We have ported the Icosahedral Non-hydrostatic (ICON) model's dynamics solver to Graphical Processing Units (GPUs), which is a task within the Partnership for Advanced Computing in Europe (PRACE) Second Implementation Phase (2IP) Work Package 8 (WP8). Initial single-node OpenCL and CUDA Fortran implementations of ICON's non-hydrostatic dynamical core (NHDC) resulted in a maximum factor of two speedup over the latest CPU nodes, e.g., a dual-socket Intel Sandybridge. While this performance was promising, ICON developers viewed neither OpenCL nor CUDA Fortran as viable programming paradigms for the actual production code. They suggested instead the OpenACC standard -- compiler directives which are only utilized in an accelerator setting, and thus are minimally intrusive to the existing CPU-targeted code -- as the proper paradigm for the multi-node GPU implementation, which was then undertaken in the second year of WP8.

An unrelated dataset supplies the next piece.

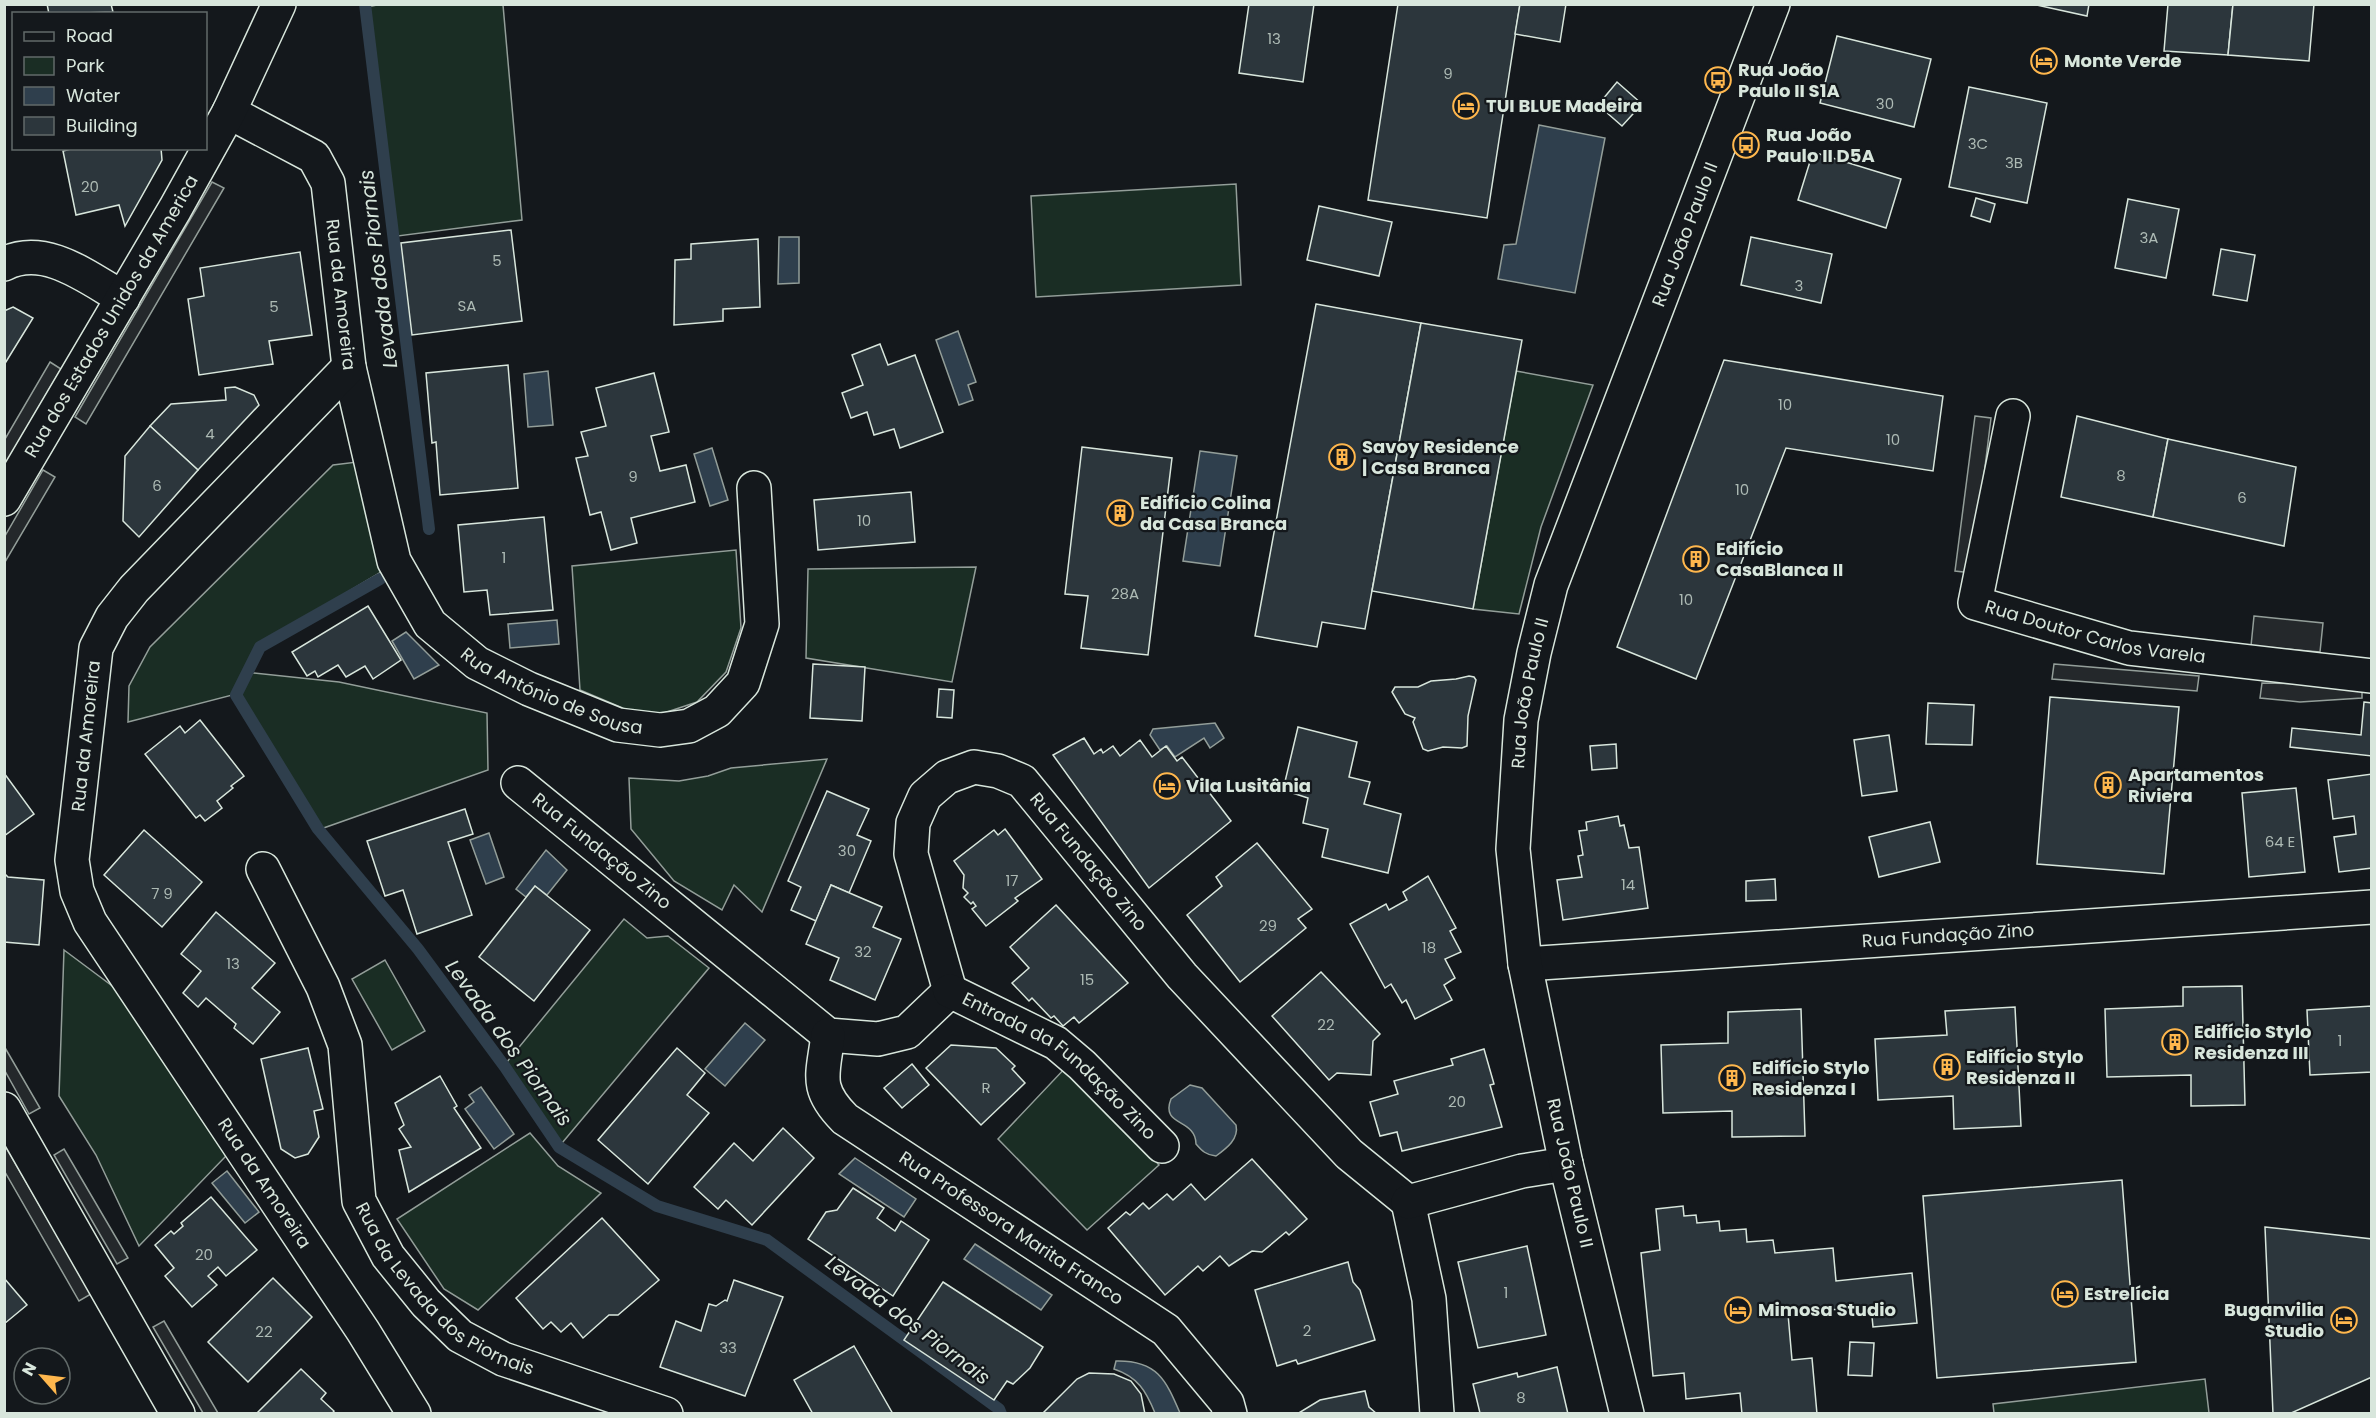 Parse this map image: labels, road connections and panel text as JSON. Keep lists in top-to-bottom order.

We will present the results of the multi-node OpenACC implementation of the ICON NHDC for hybrid multicore platforms. The code baseline is the ICON "DSL" (Domain Specific Language) testbed code, which is essentially a stripped-down version of the ICON model for dynamics simulations only. We will discuss the OpenACC directives used for the port of the computational as well as the communication code to GPUs, and report the resulting GPU performance on NVIDIA K20x as compared to contemporary CPU architectures.

In addition, the roadmap for an accelerated ICON full model will be presented. As a first step, we are now incorporating the OpenACC directives into the ICON NHDC in development trunk, based on the feedback given to us from the ICON developers at the Max Planck Institute for Meteorology (MPI-M) and the German Weather Service (DWD). This effort has revealed deficiencies in the OpenACC standard, which have been reported to the standards committee, in particular the insufficient support of Fortran derived types.

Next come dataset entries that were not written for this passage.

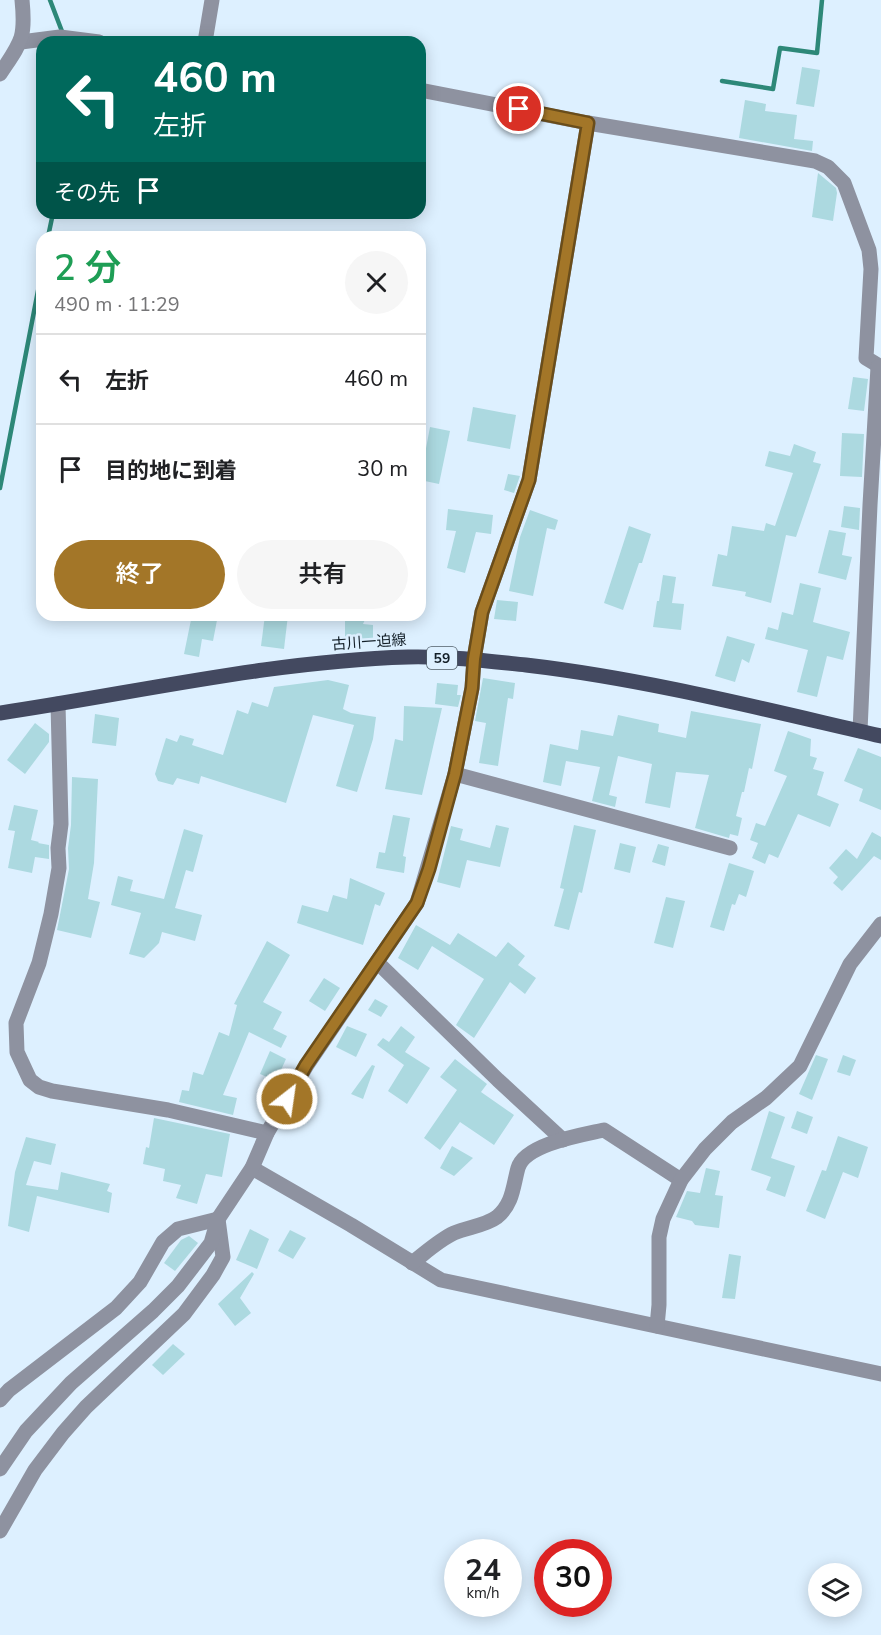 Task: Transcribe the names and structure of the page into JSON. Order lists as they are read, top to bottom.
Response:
{
  "streets": {
    "main road": ["古川一迫線", "59"]
  },
  "page": {
    "turn": ["460 m", "左折"],
    "then": "その先",
    "heading": ["2 分", "490 m · 11:29"],
    "list": [
      {
        "name": "左折",
        "value": "460 m"
      },
      {
        "name": "目的地に到着",
        "value": "30 m"
      }
    ],
    "buttons": ["終了", "共有"],
    "speed": "24 km/h",
    "limit": "30"
  }
}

Finally, we have concrete plans to incorporate accelerator-capable components into ICON, such as the Rapid Radiative Transfer Model (RRTM), which have already been ported to GPUs by other groups. Moreover, we have initiated the port of other ICON Climate physical parameterizations stemming from the ECHAM and COSMO models to OpenACC. This step should enable ICON for certain scientific configurations to run on many-core platforms which support OpenACC. We will discuss planned efforts to port ICON extensions to accelerators, such as the HAMMOZ module for aerosol-cloud interactions and atmospheric chemistry. The resulting accelerated components should benefit climate researchers world-wide who plan to transition from ECHAM to ICON in the coming years.

Big data in climate modeling; Reto Knutti (ETH Zurich)

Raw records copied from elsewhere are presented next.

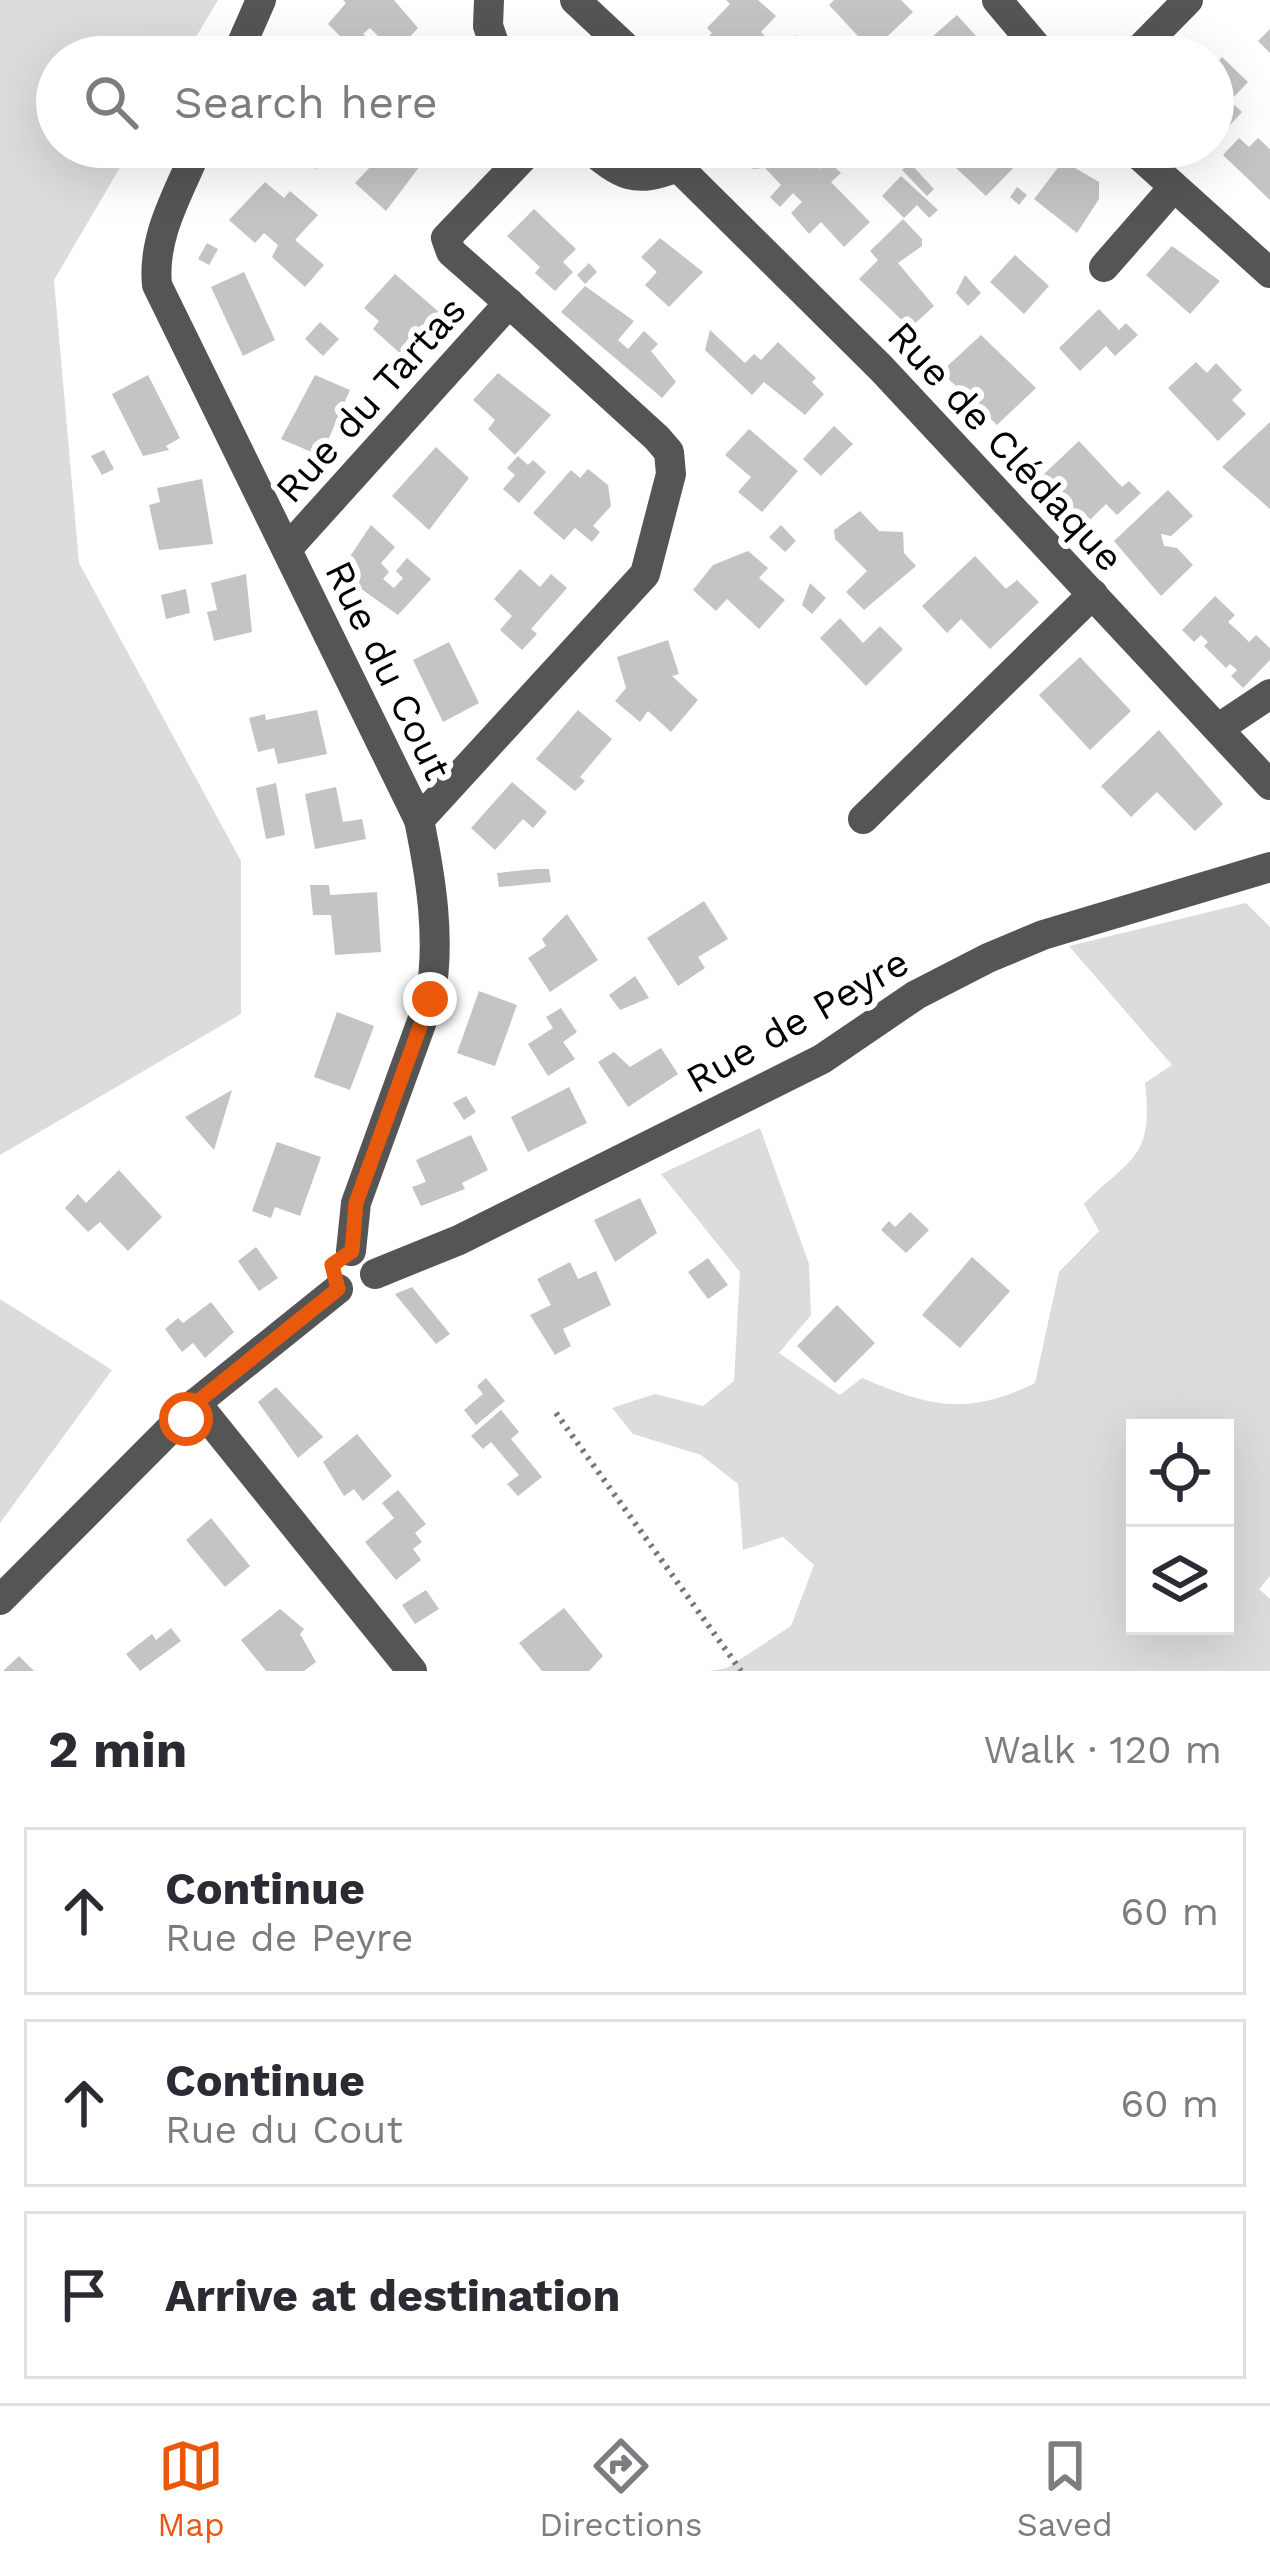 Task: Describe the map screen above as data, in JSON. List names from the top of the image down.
{
  "streets": {
    "street": [
      "Rue du Tartas",
      "Rue de Clédaque",
      "Rue du Cout",
      "Rue de Peyre"
    ]
  },
  "crossings": [
    ["Rue du Tartas", "Rue du Cout"],
    ["Rue du Cout", "Rue de Peyre"]
  ],
  "page": {
    "search": "Search here",
    "heading": ["2 min", "Walk · 120 m"],
    "list": [
      ["Continue", "Rue de Peyre", "60 m"],
      ["Continue", "Rue du Cout", "60 m"],
      "Arrive at destination"
    ],
    "nav": ["Map", "Directions", "Saved"]
  }
}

Recent coordinated efforts, in which numerous global general circulation climate models have been run for a common set of experiments, have produced large datasets of projections of future climate for various scenarios. Those multi-model ensembles sample initial condition, parameter as well as structural uncertainties in the model design. The most recent Coupled Model Intercomparison Phase 5 (CMIP5) has produced data for hundreds of variables and simulations, exceeding a total of 2 Petabytes, which are stored in a distributed archive with centralized search capability. Here we discuss the concepts behind such data archives, the issues with version control, scientific quality control, the technical challenges of storing and transferring data in distributed systems, and in analyzing the data. We argue that the next generation of such a data archive, which is already planned, will only be possible with significant investments in both technical infrastructure as well as in data management.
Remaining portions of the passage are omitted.